▶ _Your assignment_
Copy out each line of the data holding "mark".

▶ _Exercise inputs_
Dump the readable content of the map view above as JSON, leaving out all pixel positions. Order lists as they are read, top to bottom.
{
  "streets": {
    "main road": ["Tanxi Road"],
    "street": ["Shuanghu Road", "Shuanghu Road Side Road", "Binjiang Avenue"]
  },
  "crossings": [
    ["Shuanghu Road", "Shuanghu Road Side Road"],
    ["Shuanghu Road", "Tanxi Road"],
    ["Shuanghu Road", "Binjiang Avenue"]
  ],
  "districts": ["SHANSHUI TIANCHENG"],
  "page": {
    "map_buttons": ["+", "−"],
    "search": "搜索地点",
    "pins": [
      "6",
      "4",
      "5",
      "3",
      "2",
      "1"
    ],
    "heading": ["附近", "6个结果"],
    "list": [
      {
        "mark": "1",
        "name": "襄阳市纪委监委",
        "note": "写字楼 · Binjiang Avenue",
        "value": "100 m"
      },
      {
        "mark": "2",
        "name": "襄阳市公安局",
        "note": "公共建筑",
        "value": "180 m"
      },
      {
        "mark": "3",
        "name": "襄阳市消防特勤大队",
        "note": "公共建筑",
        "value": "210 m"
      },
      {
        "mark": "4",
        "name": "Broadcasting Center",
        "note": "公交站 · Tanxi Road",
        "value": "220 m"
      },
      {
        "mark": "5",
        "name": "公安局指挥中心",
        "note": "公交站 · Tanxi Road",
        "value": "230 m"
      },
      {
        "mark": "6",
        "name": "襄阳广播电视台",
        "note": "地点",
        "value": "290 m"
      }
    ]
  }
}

▶ _Result_
        "mark": "1",
        "mark": "2",
        "mark": "3",
        "mark": "4",
        "mark": "5",
        "mark": "6",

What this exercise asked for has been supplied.